Então me juntei a ela e a outras cinco mulheres, que estavam ocupadas cortando tomates, fazendo tortilhas e limpando garrafas de plástico, para ouvir sobre a manhã de fevereiro de 1995 que levou à criação do Las Patronas - uma organização de caridade de 12 mulheres e dois homens - que, por mais de duas décadas, ajudou imigrantes sem documentação da América Central em sua busca por uma vida melhor.

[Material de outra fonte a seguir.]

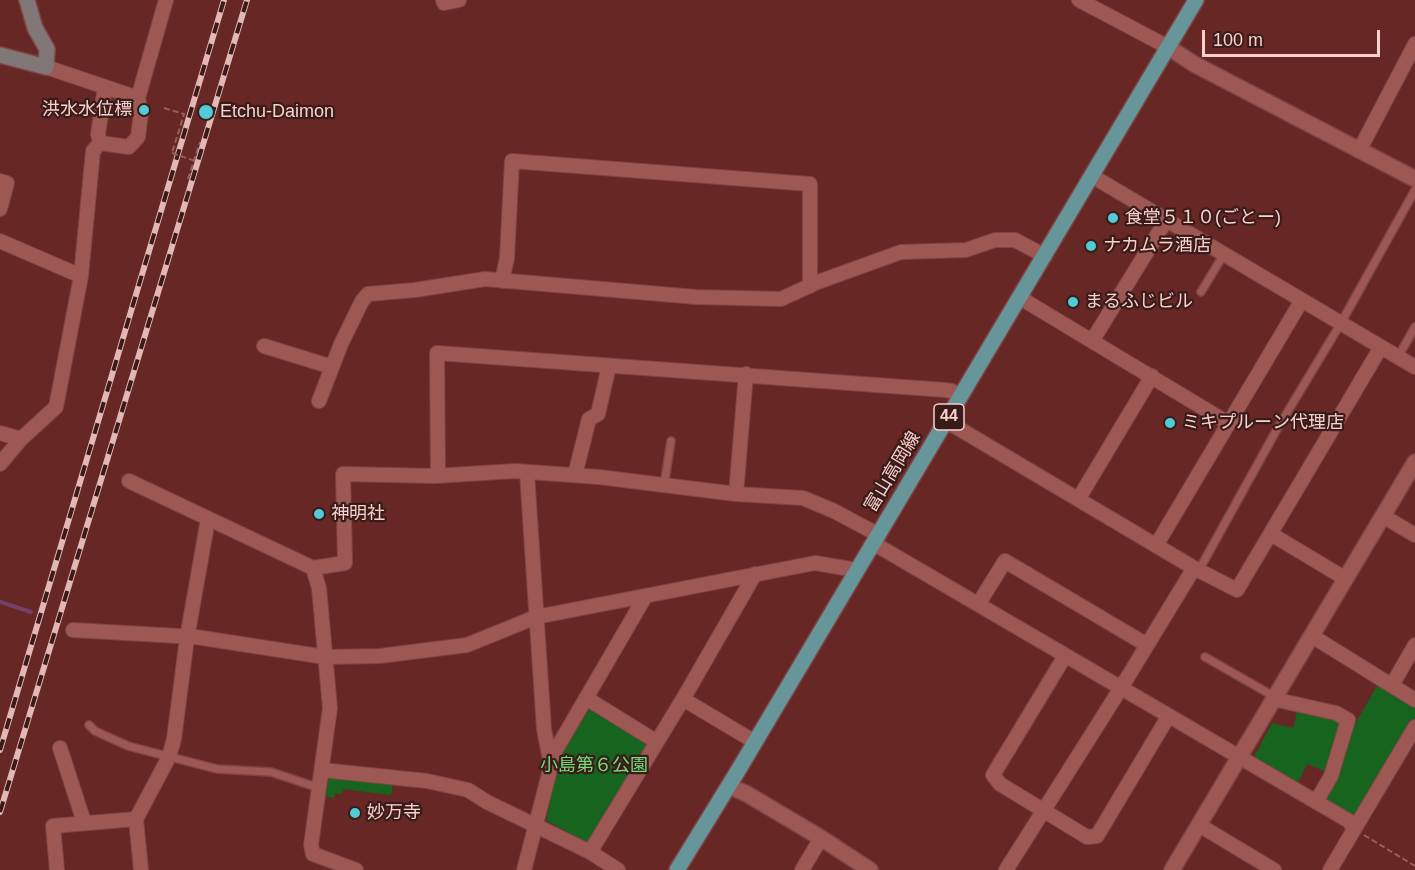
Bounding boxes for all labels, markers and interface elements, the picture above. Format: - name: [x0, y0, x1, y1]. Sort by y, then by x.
- scale bar: [1205, 18, 1384, 56]
- text: 100 m: [1213, 30, 1263, 50]
- place label: 洪水水位標: [42, 99, 132, 121]
- place label: Etchu-Daimon: [220, 101, 334, 123]
- marker: 洪水水位標: [137, 103, 151, 117]
- marker: Etchu-Daimon: [197, 103, 215, 121]
- place label: 食堂５１０(ごとー): [1125, 207, 1281, 229]
- marker: 食堂５１０(ごとー): [1106, 211, 1120, 225]
- place label: ナカムラ酒店: [1103, 235, 1211, 257]
- marker: ナカムラ酒店: [1084, 239, 1098, 253]
- place label: まるふじビル: [1085, 291, 1193, 313]
- marker: まるふじビル: [1066, 295, 1080, 309]
- road number: 44: [934, 404, 964, 430]
- place label: ミキプルーン代理店: [1182, 412, 1344, 434]
- marker: ミキプルーン代理店: [1163, 416, 1177, 430]
- street label: 富山高岡線: [861, 428, 925, 516]
- place label: 神明社: [331, 503, 385, 525]
- marker: 神明社: [312, 507, 326, 521]
- park label: 小島第６公園: [540, 755, 648, 777]
- place label: 妙万寺: [367, 802, 421, 824]
- marker: 妙万寺: [348, 806, 362, 820]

“Uma manhã, quando as irmãs Romero Vasquez estavam voltando para casa da loja onde haviam comprado pão e leite no café da manhã, um trem cruzou o caminho. Quando a primeira carroça deslizava lentamente, um grupo de pessoas a bordo gritou: 'Mãe, estamos com fome'. Então o segundo vagão passou e os passageiros repetiram o pedido. Sem ter idéia de quem eram essas pessoas, as irmãs jogaram a comida para elas e voltaram para casa de mãos vazias”, conta Guadalupe Gonzales, um dos membros do grupo.
Depois de ouvir a história, sua mãe, Leonida Vazquez, decidiu: se essas pessoas estavam com fome, precisavam ser alimentadas. Toda a família se reuniu para fazer um plano de como distribuir a comida aos passageiros que "obviamente não eram mexicanos porque tinham um sotaque estranho".
Na manhã seguinte, fizeram as primeiras 30 porções de arroz, feijão, ovos, tacos e água e as entregaram aos migrantes enquanto o trem passava.
Desde então, não houve um dia em que Las Patronas tenha guardado seus vasos. De fato, os vasos cresceram cada vez mais ao longo dos últimos 20 anos. Havia dias em que mais de 700 porções eram preparadas diariamente, mas quando o Instituto Nacional de Migração do México reforçou o controle sobre a fronteira sul do México em 2014, os migrantes mudaram de rota, então agora existem “apenas” uma centena deles passando em La Patrona.
Embora, no início, as mulheres comprassem comida com seu próprio dinheiro, a reputação de seu trabalho árduo e altruísta atravessou as fronteiras de sua pequena comunidade e trouxe doações de instituições educacionais, empresas, organizações privadas e indivíduos. Tornaram-se ativos na promoção dos direitos humanos dos migrantes, dando palestras em universidades de toda a república. O maior reconhecimento do estado mexicano ocorreu em 2013, quando a Comissão Nacional de Direitos Humanos concedeu a Norma Romero Vazquez, líder do grupo, o mais prestigiado prêmio de direitos humanos.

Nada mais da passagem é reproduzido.